There is just too much to put into a post, I could almost write a book! The idea was simple. Upgrade a MySQL 5.7 database to MySQL 8.0.x. The missing details are all around the dependent components of the platform's ecosystem, as well as how long the platform has been running, and how much maintenance was left out. Also how well or up to date the documentation has been kept.
MySQL 8.0
The first development version of MySQL 8.0.0 was released in 2016 (2016-09-12) and the first generally available version, 8.0.11, in 2018 (2018-04-19). The latest stable version supported by AWS is 8.0.36. So there was a lot of development going on behind the scenes.
I.e. the catch-up effort did not begin until five years later, and ended up taking a year. There will always be finger pointing to say this or that is the reason for the process being more difficult or that it would be easier if platform documentation was kept up to date, meaning all the obstacles would be less of a problem. But anyway, it had to happen and we set off with great determination.
Soon such a project will have to be undertaken again, in 2026, according to the Oracle MySQL Blog.
Exploration of the jungle
Initially, the biggest challenge was to find out what exactly is going on in the whole database. Schemas, tables, entity relations, character and collation sets.
With time, new columns were added, new tables and relations, and the discipline to ensure that consistent usage was applied was missing. Certainly ignorance and a lack of experience also has a role to play, especially as a person thrown in at the deep end to update something that has been touched by persons who have moved on a long time ago. Who can you ask if what you want to do is right or wrong? Especially if Internet searches leave you in situations where you seem to be the only one that has a specific problem!

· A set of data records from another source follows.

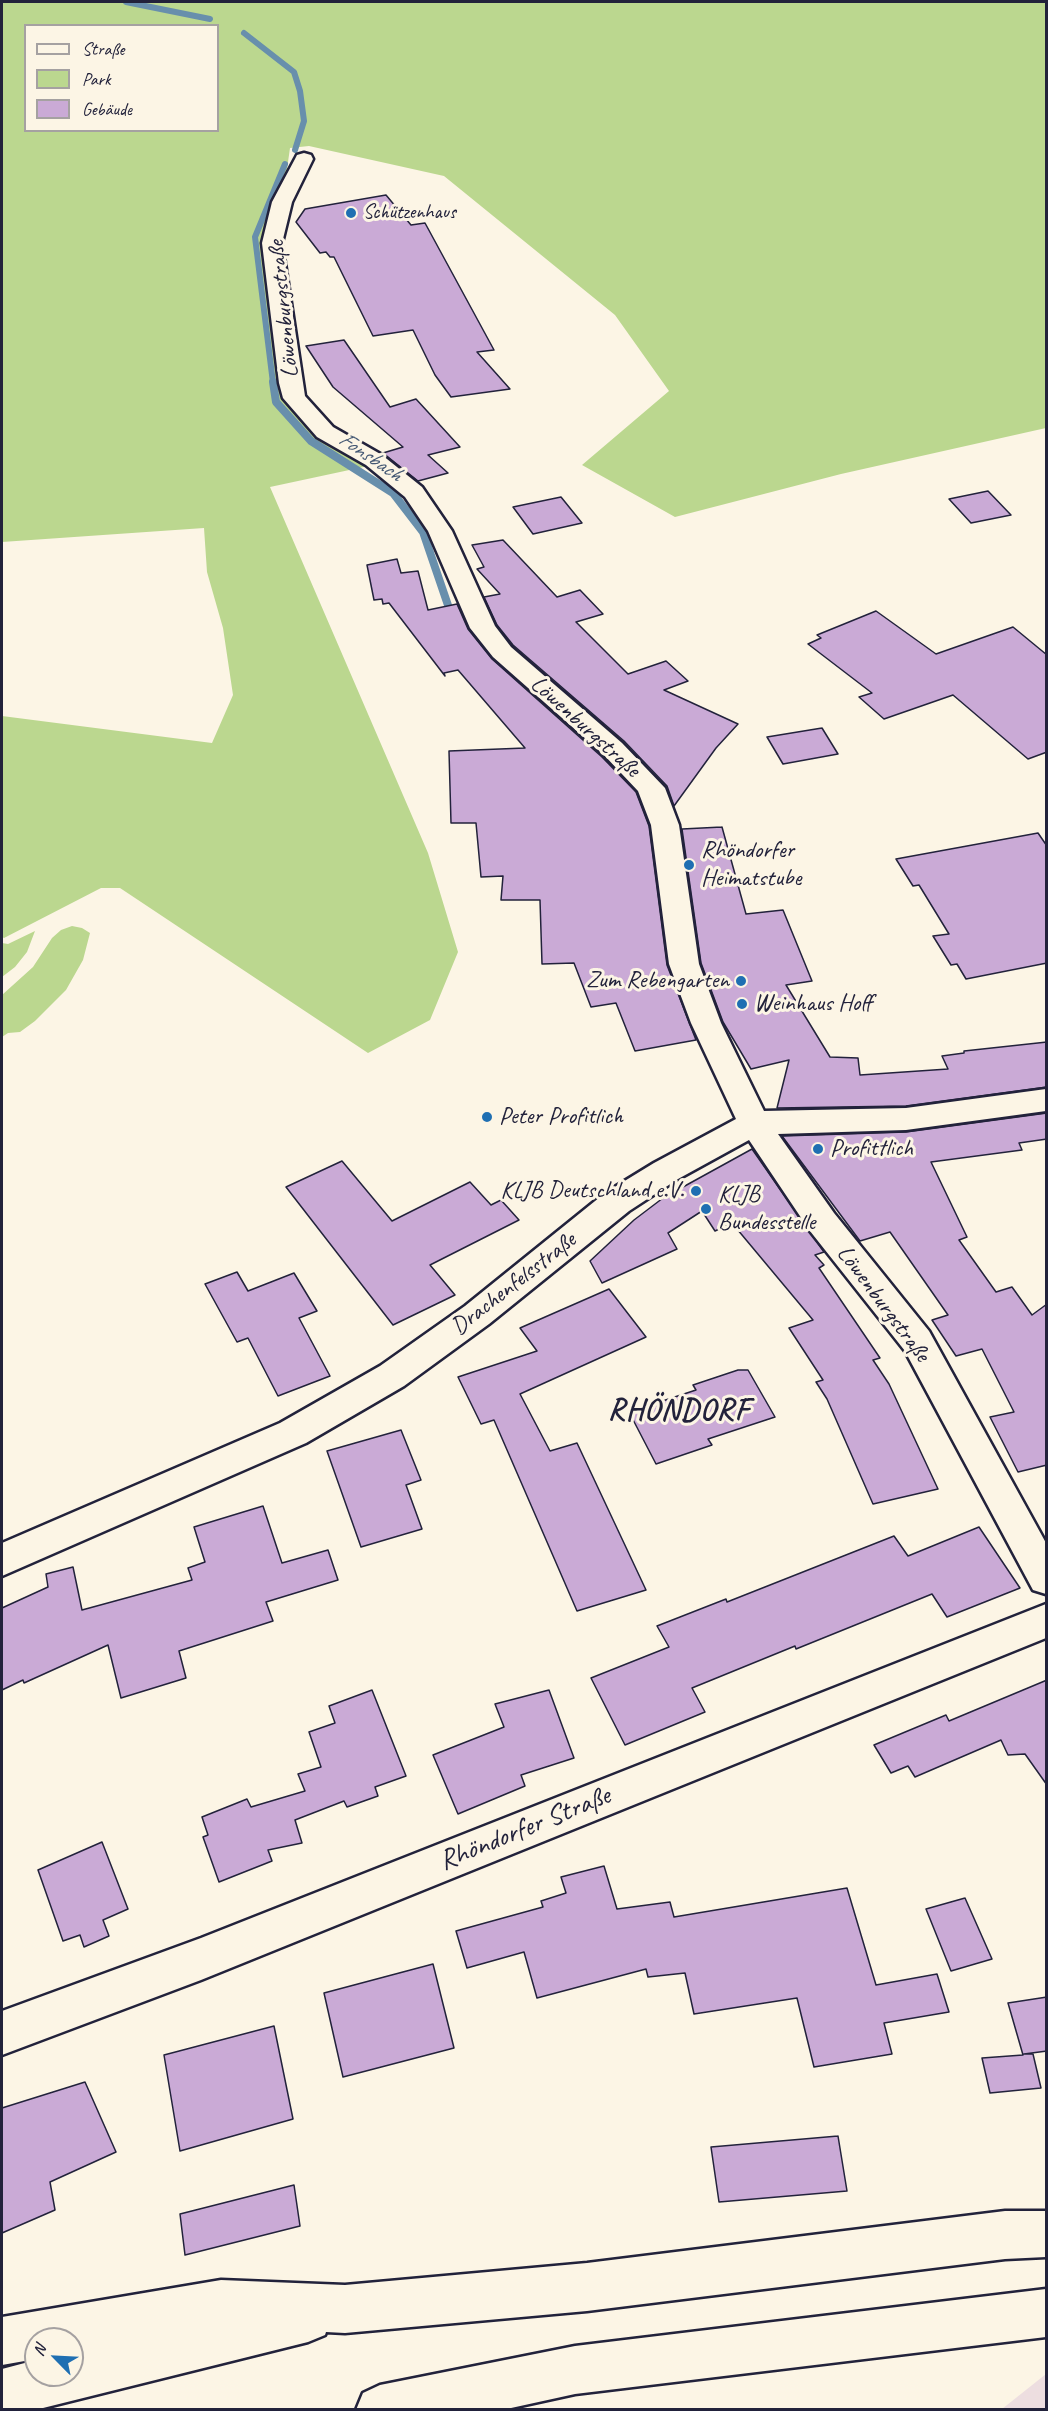 <!DOCTYPE html>
<html>
<head>
<meta charset="utf-8">
<style>
	body { margin:0 }
	#map { position:relative; width:1048px; height:2411px; overflow:hidden; background:#fcf5e5; font-family:Caveat,sans-serif }
	canvas { display:block }
	.frame { position:absolute; inset:0; border:3px solid #22223b; pointer-events:none }
	.legend { position:absolute; left:24px; top:24px; width:195px; height:108px; box-sizing:border-box; background:#fcf5e5; border:2px solid #a5a1a1; margin:0; padding:8px 10px; list-style:none; font-size:18px; color:#22223b }
	.legend li { display:flex; align-items:center; gap:12px; height:30px }
	.legend b { width:30px; border:2px solid #a5a1a1 }
	.north { position:absolute; left:24px; top:2327px; width:60px; height:60px; box-sizing:border-box; background:#fcf5e5; border:2px solid #a5a1a1; border-radius:50%; rotate:294deg; font-size:16px; font-weight:700; line-height:24px; text-align:center; color:#22223b }
	.north::after { content:''; display:block; margin:auto; width:21px; height:27px; background:#1f6fb2; clip-path:polygon(50% 0,100% 100%,50% 72%,0 100%) }
</style>
</head>
<body>
<div id="map">
<canvas width="1048" height="2411"></canvas>
<div class="frame"></div>
<ul class="legend">
<li><b style="height:8px;background:#fcf5e5"></b>Straße</li>
<li><b style="height:16px;background:#bbd78f"></b>Park</li>
<li><b style="height:16px;background:#caaad6"></b>Gebäude</li>
</ul>
<div class="north">N</div>
</div>
<script>
const context = document.querySelector('canvas').getContext('2d');
context.lineJoin = 'round';
function paint(path, color) { context.fillStyle = color; context.fill(path, 'evenodd'); }
const poly = rows => new Path2D(rows.map(r => 'M' + r).join(''));
function strokePath(path, color, width, dash) { context.strokeStyle = color; context.lineWidth = width; context.lineCap = dash ? 'butt' : 'round'; context.setLineDash(dash || []); context.stroke(path); }
function label(font, color, halo, rows, align = 'center') {
  context.font = font + ' Caveat,sans-serif'; context.lineWidth = 6; context.setLineDash([]); context.textBaseline = 'middle'; context.strokeStyle = halo; context.fillStyle = color; for (const [text, x, y, turn = 0] of rows) {
    context.save(); context.translate(x, y); context.rotate((+turn || 0) * Math.PI / 180); context.textAlign = isNaN(turn) ? turn : align; if (halo) context.strokeText(text, 0, 0); context.fillText(text, 0, 0); context.restore();
  }
}
const built = poly([
	[1046,2374,1046,2409,1002,2409]
]);
const green = poly([
	[2,2,1046,2,1046,428,841,474,675,517,582,465,669,391,615,315,444,176,309,146,290,148,286,176,270,202,261,256,271,296,274,348,286,400,320,439,368,466,270,487,428,853,458,952,430,1020,368,1053,120,888,101,888,4,938,2,937,2,716,212,743,233,695,223,628,207,572,204,528,2,542],
	[26,26,218,26,218,130,26,130],
	[72,926,82,928,90,933,83,960,66,990,35,1021,20,1032,8,1033,2,1037,2,995,33,967,52,938,61,930],
	[35,931,27,952,15,967,2,977,2,943,8,944]
]);
const streamFar1 = poly([
	[126,2,210,19],
	[244,33,294,72,300,91,304,121,295,150],
	[273,383,255,237,285,164]
]);
const stream = poly([
	[273,382,276,402,311,441,393,493,423,532,452,617],
	[468,635,513,674],
	[588,739,607,761]
]);
const building = poly([
	[386,195,411,225,425,223,494,350,477,352,510,389,451,397,435,375,413,330,373,336,334,257,330,257,326,252,320,253,296,222,305,209,386,195],
	[344,340,390,407,416,399,460,447,428,455,448,473,418,481,383,453,403,447,333,387,306,346,344,340],
	[988,491,1011,515,971,523,949,499,988,491],
	[561,497,582,523,533,534,513,507,561,497],
	[503,540,557,597,580,590,603,614,576,622,628,674,666,661,688,681,664,690,738,724,716,748,674,806,667,786,624,741,513,645,497,625,484,597,500,594,477,569,484,567,472,545,503,540],
	[397,559,401,573,418,571,428,610,457,604,468,629,492,659,602,757,636,792,649,826,667,965,696,1040,635,1051,616,1003,591,1007,574,963,542,964,540,900,501,900,503,876,481,877,476,823,451,823,449,751,525,748,458,670,444,673,445,676,389,603,383,604,382,599,374,600,367,565,397,559],
	[876,611,936,654,1013,627,1047,655,1047,752,1028,759,953,695,884,719,859,697,872,693,808,644,821,638,817,635,876,611],
	[822,728,838,754,783,764,767,737,822,728],
	[722,827,746,914,783,910,812,981,786,985,830,1057,858,1058,860,1075,948,1069,942,1056,964,1053,964,1051,1047,1042,1047,1087,906,1106,777,1108,789,1060,751,1069,723,1022,701,963,682,829,722,827],
	[1038,833,1047,846,1047,963,966,979,957,964,951,965,933,936,949,934,919,885,913,886,896,859,1038,833],
	[1047,1113,1047,1139,1019,1143,1022,1150,931,1162,967,1237,959,1240,996,1292,1012,1287,1032,1315,1047,1304,1047,1465,1018,1472,990,1417,1014,1412,982,1349,956,1356,932,1320,948,1315,890,1232,860,1241,782,1136,906,1132,1047,1113],
	[752,1149,824,1252,815,1255,824,1265,819,1268,880,1358,873,1360,889,1384,938,1489,873,1504,827,1399,816,1382,823,1380,789,1328,813,1320,732,1223,715,1231,702,1211,668,1233,677,1249,602,1283,590,1261,634,1220,663,1198,752,1149],
	[342,1161,392,1221,470,1182,491,1205,501,1200,519,1220,430,1265,455,1295,393,1325,286,1187,342,1161],
	[237,1272,248,1291,294,1273,317,1311,299,1318,330,1376,278,1396,248,1338,237,1342,205,1284,237,1272],
	[609,1289,646,1337,520,1394,550,1451,577,1443,646,1590,577,1611,494,1420,481,1424,458,1377,537,1351,520,1328,609,1289],
	[738,1370,748,1370,775,1417,708,1439,712,1445,656,1464,629,1412,696,1390,693,1385,738,1370],
	[401,1430,421,1480,406,1485,422,1529,361,1547,327,1451,401,1430],
	[263,1506,282,1563,328,1550,338,1580,266,1602,273,1621,179,1651,186,1678,121,1698,108,1645,24,1683,23,1680,2,1690,2,1608,48,1587,46,1574,73,1567,82,1610,192,1580,188,1568,205,1562,194,1527,263,1506],
	[979,1527,1020,1588,947,1617,932,1594,796,1649,795,1646,692,1688,705,1712,625,1745,591,1678,669,1647,657,1626,726,1599,727,1602,894,1536,908,1556,979,1527],
	[1047,1680,1047,1785,1025,1754,1008,1755,1001,1740,915,1777,908,1766,891,1773,874,1745,946,1715,949,1721,1047,1680],
	[372,1690,406,1776,375,1787,378,1796,347,1807,344,1801,295,1820,302,1843,268,1850,272,1861,219,1882,203,1837,208,1835,202,1817,247,1799,251,1807,305,1791,298,1774,321,1767,309,1732,335,1723,329,1706,372,1690],
	[549,1690,574,1758,521,1775,525,1786,458,1814,433,1755,504,1727,495,1704,549,1690],
	[102,1842,128,1909,103,1920,109,1936,84,1947,80,1935,63,1941,38,1870,102,1842],
	[604,1866,617,1909,670,1902,674,1917,847,1888,876,1985,937,1974,949,2012,884,2023,892,2054,814,2067,797,1998,694,2014,685,1973,648,1977,646,1969,537,1998,524,1952,467,1968,456,1931,543,1907,541,1901,566,1893,561,1877,604,1866],
	[965,1898,992,1959,951,1971,926,1909,965,1898],
	[433,1964,454,2048,343,2077,324,1993,433,1964],
	[1047,1997,1047,2051,1024,2054,1033,2054,1041,2088,990,2093,982,2058,1023,2055,1008,2003,1047,1997],
	[274,2026,293,2119,180,2151,164,2055,274,2026],
	[85,2082,116,2152,50,2182,55,2210,2,2233,2,2108,85,2082],
	[838,2136,847,2191,719,2202,711,2147,838,2136],
	[294,2185,300,2226,185,2255,180,2214,294,2185]
]);
const minor = poly([
	[304,153,311,155,313,159,292,202,282,243,305,396,333,427,382,455,422,487,452,531,495,626,511,647,622,743,665,788,679,825,699,964,721,1023,764,1111,906,1108,1046,1089,1046,1111,906,1130,778,1134,834,1213,929,1331,1046,1543,1046,1594,1033,1590,905,1351,810,1231,749,1140,678,1179,629,1211,489,1324,404,1386,306,1443,2,1576,2,1543,280,1423,380,1366,465,1306,605,1193,654,1163,736,1119,691,1023,669,964,651,825,638,791,604,755,493,657,470,628,428,531,405,497,366,465,317,437,283,398,279,383,262,243,272,202,295,159,297,155,304,153]
]);
const major = poly([
	[1046,1604,1046,1638,201,1980,2,2055,2,2011,201,1938,1046,1604]
]);
const highway = poly([
	[1005,2211,1046,2211,1046,2257,1005,2259,587,2311,345,2333,326,2332,325,2335,308,2342,35,2410,2,2410,2,2369,36,2360,36,2375,72,2375,72,2339,36,2339,36,2359,2,2365,2,2317,221,2280,345,2285,587,2263,1005,2211],
	[1046,2289,1046,2337,575,2394,502,2410,356,2410,363,2393,380,2385,575,2346,1046,2289]
]);
const markers = [
	[351,213,6,"#1f6fb2"],
	[689,865,6,"#1f6fb2"],
	[741,981,6,"#1f6fb2"],
	[742,1004,6,"#1f6fb2"],
	[487,1117,6,"#1f6fb2"],
	[818,1149,6,"#1f6fb2"],
	[696,1191,6,"#1f6fb2"],
	[706,1209,6,"#1f6fb2"]
];
const farPoinames = [
	["Schützenhaus",363,213]
];
const farWaternames = [
	["Fonsbach",370,457,34]
];
const streetNames = [
	["Löwenburgstraße",284,309,-96],
	["Löwenburgstraße",585,727,42],
	["Drachenfelsstraße",514,1284,-38],
	["Löwenburgstraße",883,1304,53]
];
const poiNames = [
	["Rhöndorfer",701,851],
	["Heimatstube",701,879],
	["Zum Rebengarten",729,981,"right"],
	["Weinhaus Hoff",754,1004],
	["Peter Profitlich",499,1117],
	["Profittlich",830,1149],
	["KLJB Deutschland e.V.",684,1191,"right"],
	["KLJB",718,1195],
	["Bundesstelle",718,1223]
];
const nearStreetnames = [
	["Rhöndorfer Straße",525,1829,-22]
];
const districtNames = [
	["RHÖNDORF",679,1411]
];
paint(built, '#eddee0');
paint(green, '#bbd78f');
strokePath(streamFar1, '#688fac', 6);
strokePath(stream, '#688fac', 8);
paint(building, '#caaad6');
strokePath(building, '#22223b', 1.5);
strokePath(minor, '#22223b', 5);
strokePath(major, '#22223b', 5);
strokePath(highway, '#22223b', 5);
paint(minor, '#fcf5e5');
paint(major, '#fcf5e5');
paint(highway, '#fcf5e5');
for (const [x, y, r, color] of markers) { const dot = new Path2D(); dot.arc(x, y, r, 0, 2 * Math.PI); context.fillStyle = color; context.fill(dot); strokePath(dot, '#fcf5e5', 2); }
label('20px', '#22223b', '#fcf5e5', farPoinames, 'left');
label('italic 22px', '#455974', '#fcf5e5', farWaternames);
label('24px', '#22223b', '#fcf5e5', streetNames);
label('24px', '#22223b', '#fcf5e5', poiNames, 'left');
label('28px', '#22223b', '#fcf5e5', nearStreetnames);
context.letterSpacing = '1.5px';
label('bold 30px', '#22223b', '#fcf5e5', districtNames);
context.letterSpacing = '0px';
</script>
</body>
</html>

In the case of the technology stack there is a long story involving several languages. It seems that in the beginning Microsoft .Net was used for the platform. Later on some of the services moved to PHP but parts remained behind (PHP to .Net calls required). Later again, parts moved from PHP to NodeJS (TypeScript transpiled to JavaScript), where parts remained behind again. Some API calls pass through four stacks for one piece of functionality! Some processes communicate directly to the database, either from NodeJS or from PHP. Transitions were made over time without consolidating, which makes it complex to find all the corner cases. The point is that all these different components communicate with the same database in their unique ways, and can never break.
There is heavy reliance on the internal capabilities of MySQL, such as triggers, functions and stored procedures. The knowledge and wisdom of the initial architects disappeared as time passed and it was not recorded in any traceable form. This means that the whole upgrade process was undertaken with a lot of effort and a high level of uncertainty.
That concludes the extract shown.